The Vix, or Wall Street's fear gauge, the VIX VIX, attempts to reflect how volatile option traders expect the S&P 500 index to be over the coming month.

More than 13 million contracts were circulating among traders as of Tuesday's close, according to the data released by the Cboe, meaning that more than 13 million contracts were circulating among traders, with bets that the Vix will rise.

Brent Kochuba, founder of SpotGamma, said around 45% of outstanding VIX-linked options expired when the market opened on Wednesday. The cash-settled options are based on the opening value of the special opening quotation for the VIX. Settlement typically occurs the following day.

A bullish bet on the Vix pays off when the S&P 500 SPX falls. The Vix went back to 21.38 on Tuesday, its lowest end-of-day level since stress in the U.S. banking sector began earlier this month, due to a rebound in U.S. stock prices over the past week.

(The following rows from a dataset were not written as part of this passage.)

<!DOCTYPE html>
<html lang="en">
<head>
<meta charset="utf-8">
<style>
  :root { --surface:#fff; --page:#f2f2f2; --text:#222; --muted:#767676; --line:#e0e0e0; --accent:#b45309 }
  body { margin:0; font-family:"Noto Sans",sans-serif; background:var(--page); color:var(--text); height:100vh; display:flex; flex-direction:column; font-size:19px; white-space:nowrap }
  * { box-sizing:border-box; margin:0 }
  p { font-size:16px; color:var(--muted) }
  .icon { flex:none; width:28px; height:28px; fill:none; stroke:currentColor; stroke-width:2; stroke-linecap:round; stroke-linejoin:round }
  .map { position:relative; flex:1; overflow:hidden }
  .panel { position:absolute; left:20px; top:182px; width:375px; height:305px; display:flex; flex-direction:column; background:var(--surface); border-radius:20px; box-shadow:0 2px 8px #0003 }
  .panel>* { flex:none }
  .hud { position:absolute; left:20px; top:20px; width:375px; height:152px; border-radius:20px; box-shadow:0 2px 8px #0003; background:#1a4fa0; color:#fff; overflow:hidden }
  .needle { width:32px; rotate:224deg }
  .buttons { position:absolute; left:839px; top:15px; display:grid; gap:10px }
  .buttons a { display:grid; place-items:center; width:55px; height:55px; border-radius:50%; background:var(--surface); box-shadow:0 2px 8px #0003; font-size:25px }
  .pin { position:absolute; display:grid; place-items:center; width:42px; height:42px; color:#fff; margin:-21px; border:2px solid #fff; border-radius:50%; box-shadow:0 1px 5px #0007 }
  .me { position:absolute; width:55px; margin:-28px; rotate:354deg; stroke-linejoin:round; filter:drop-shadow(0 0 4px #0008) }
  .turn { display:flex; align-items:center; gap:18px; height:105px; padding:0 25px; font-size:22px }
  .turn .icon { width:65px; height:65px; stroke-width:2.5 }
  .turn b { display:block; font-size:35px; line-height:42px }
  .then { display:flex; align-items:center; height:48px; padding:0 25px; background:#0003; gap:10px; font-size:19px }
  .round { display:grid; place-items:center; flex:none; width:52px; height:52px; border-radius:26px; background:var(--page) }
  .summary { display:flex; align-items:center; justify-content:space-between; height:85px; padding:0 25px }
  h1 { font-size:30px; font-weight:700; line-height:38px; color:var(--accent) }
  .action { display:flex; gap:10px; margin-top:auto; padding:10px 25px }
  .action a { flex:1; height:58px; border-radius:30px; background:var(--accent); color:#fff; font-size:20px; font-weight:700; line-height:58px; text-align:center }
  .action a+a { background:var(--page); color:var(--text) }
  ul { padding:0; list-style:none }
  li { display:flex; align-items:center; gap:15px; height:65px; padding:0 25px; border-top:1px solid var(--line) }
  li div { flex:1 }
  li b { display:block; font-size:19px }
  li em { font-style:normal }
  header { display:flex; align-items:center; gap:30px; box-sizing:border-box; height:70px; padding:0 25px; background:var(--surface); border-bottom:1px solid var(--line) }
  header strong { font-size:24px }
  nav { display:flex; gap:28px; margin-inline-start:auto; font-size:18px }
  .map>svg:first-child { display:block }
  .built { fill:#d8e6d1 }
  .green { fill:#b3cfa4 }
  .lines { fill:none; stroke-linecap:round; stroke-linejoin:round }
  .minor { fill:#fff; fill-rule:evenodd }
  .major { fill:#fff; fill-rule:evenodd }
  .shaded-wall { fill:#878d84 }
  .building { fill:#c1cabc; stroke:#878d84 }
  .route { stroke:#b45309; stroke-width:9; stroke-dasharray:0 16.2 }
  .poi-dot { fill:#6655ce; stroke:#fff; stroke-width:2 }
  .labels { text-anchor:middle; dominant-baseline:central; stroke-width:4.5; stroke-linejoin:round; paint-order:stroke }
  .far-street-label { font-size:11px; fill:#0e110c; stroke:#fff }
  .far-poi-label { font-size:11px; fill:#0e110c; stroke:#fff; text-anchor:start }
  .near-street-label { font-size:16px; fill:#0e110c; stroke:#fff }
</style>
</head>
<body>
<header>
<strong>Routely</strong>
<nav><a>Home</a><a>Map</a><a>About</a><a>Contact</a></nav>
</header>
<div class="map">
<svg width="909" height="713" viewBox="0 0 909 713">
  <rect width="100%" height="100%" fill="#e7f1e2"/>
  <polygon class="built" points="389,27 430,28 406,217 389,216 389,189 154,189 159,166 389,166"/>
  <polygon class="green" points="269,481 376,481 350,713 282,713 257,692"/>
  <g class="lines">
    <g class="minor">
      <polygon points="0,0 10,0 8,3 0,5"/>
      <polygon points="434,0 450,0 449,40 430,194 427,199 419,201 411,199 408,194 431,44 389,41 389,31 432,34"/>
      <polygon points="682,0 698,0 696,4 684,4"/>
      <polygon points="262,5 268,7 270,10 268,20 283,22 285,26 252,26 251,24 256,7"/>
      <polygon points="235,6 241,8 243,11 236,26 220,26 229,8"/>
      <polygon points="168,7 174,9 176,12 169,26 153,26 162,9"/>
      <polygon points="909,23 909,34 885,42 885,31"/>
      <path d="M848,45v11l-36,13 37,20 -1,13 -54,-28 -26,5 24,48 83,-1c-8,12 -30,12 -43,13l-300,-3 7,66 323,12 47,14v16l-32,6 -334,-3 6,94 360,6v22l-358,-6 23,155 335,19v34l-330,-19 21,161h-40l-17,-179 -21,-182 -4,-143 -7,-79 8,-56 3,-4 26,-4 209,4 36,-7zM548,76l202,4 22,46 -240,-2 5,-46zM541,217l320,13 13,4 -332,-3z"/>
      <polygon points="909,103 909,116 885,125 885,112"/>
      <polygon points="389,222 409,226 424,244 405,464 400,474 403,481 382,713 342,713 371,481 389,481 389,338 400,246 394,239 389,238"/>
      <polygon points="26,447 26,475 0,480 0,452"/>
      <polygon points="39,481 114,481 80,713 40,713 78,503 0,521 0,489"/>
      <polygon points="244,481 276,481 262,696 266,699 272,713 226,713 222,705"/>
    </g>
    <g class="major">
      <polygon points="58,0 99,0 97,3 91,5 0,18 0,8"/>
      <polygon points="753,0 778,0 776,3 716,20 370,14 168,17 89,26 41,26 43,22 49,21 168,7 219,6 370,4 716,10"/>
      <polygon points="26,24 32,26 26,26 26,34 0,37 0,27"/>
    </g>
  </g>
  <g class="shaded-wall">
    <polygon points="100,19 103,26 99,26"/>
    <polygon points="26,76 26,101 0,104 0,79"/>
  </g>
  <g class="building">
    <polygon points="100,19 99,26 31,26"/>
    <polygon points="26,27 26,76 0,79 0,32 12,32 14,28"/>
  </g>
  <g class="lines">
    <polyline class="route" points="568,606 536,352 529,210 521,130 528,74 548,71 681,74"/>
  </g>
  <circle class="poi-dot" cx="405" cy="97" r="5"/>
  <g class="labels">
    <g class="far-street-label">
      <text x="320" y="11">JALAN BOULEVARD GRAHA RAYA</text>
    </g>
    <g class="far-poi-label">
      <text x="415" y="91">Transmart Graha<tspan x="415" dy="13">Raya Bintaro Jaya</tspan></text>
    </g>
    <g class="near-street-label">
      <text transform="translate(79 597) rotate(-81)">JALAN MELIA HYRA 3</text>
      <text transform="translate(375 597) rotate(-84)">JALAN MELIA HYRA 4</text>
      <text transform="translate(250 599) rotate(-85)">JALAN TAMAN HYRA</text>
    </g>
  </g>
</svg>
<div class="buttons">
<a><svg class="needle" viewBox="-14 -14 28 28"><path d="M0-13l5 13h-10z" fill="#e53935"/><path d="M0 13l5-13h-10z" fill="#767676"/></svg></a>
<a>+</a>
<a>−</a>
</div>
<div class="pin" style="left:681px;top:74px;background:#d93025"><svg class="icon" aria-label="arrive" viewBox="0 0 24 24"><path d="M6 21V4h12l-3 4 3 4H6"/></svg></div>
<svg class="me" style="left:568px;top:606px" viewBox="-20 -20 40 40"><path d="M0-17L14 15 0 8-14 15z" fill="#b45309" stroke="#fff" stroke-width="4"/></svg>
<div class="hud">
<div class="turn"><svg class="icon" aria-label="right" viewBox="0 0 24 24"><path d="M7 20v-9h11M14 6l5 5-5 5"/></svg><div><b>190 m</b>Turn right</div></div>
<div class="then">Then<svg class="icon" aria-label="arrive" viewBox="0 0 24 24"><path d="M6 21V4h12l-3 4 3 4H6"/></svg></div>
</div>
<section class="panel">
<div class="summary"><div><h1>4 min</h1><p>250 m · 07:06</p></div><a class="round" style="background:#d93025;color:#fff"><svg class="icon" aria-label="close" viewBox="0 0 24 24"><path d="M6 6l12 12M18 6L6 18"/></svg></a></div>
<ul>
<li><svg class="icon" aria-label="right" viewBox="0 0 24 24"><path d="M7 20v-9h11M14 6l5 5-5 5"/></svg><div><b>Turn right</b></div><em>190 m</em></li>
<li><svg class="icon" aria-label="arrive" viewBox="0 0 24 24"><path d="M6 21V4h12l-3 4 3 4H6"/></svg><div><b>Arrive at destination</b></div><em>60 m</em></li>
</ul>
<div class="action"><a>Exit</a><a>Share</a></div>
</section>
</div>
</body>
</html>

Marios Hadjikyriacos, senior investment officer at XM, warned clients in emailed commentary that Wednesday s gigantic Vix-piration could cause more volatility following the Fed's policy-rate decision, which is due at 2 p.m. Eastern Time.

Since such expirations can amplify market moves, equities could be more sensitive than usual, he said.

The last time a Wednesday Vix option expiration coincided with a Fed rate-hike decision was Sept. 21, when the central bank hiked its policy rate by 75 basis points, its third jumbo rate hike in a row. According to FactSet, the S&P 500 fell by 1.7% that day.

Charlie McElligott, the managing director of cross-asset strategy and global equity derivatives at Nomura, said that heavy buying of Vix calls on the verge of expiration has left option dealers net short.

According to FactSet data, Heavy Vix option buying helped push the Cboe VVIX to its highest level in nearly a year earlier this month. In recent weeks, trading in Vix calls has risen as the volatility gauge climbed to its highest level of the year amid the collapse of Silicon Valley Bank and two other U.S. lenders, according to SpotGamma.

The Vix broke above 30 on March 13, its highest intraday level since October, according to FactSet data.

The index has seen a significant pullback since then. It finished Tuesday below 21.50, the lowest end-of-day level since March 8, the day Silicon Valley Bank announced plans for a capital raise that ultimately led to the bank run that brought it down.

The volume in option contracts tied to the S&P 500 is a factor that determines the level of the Vix. Only option contracts with roughly one month left until the end of the month are used in the calculation.

Over the past year, a surge in trading in S&P 500 option contracts on the verge of expiration has caused the Vix to trade at subdued levels relative to history, according to several sources told MarketWatch.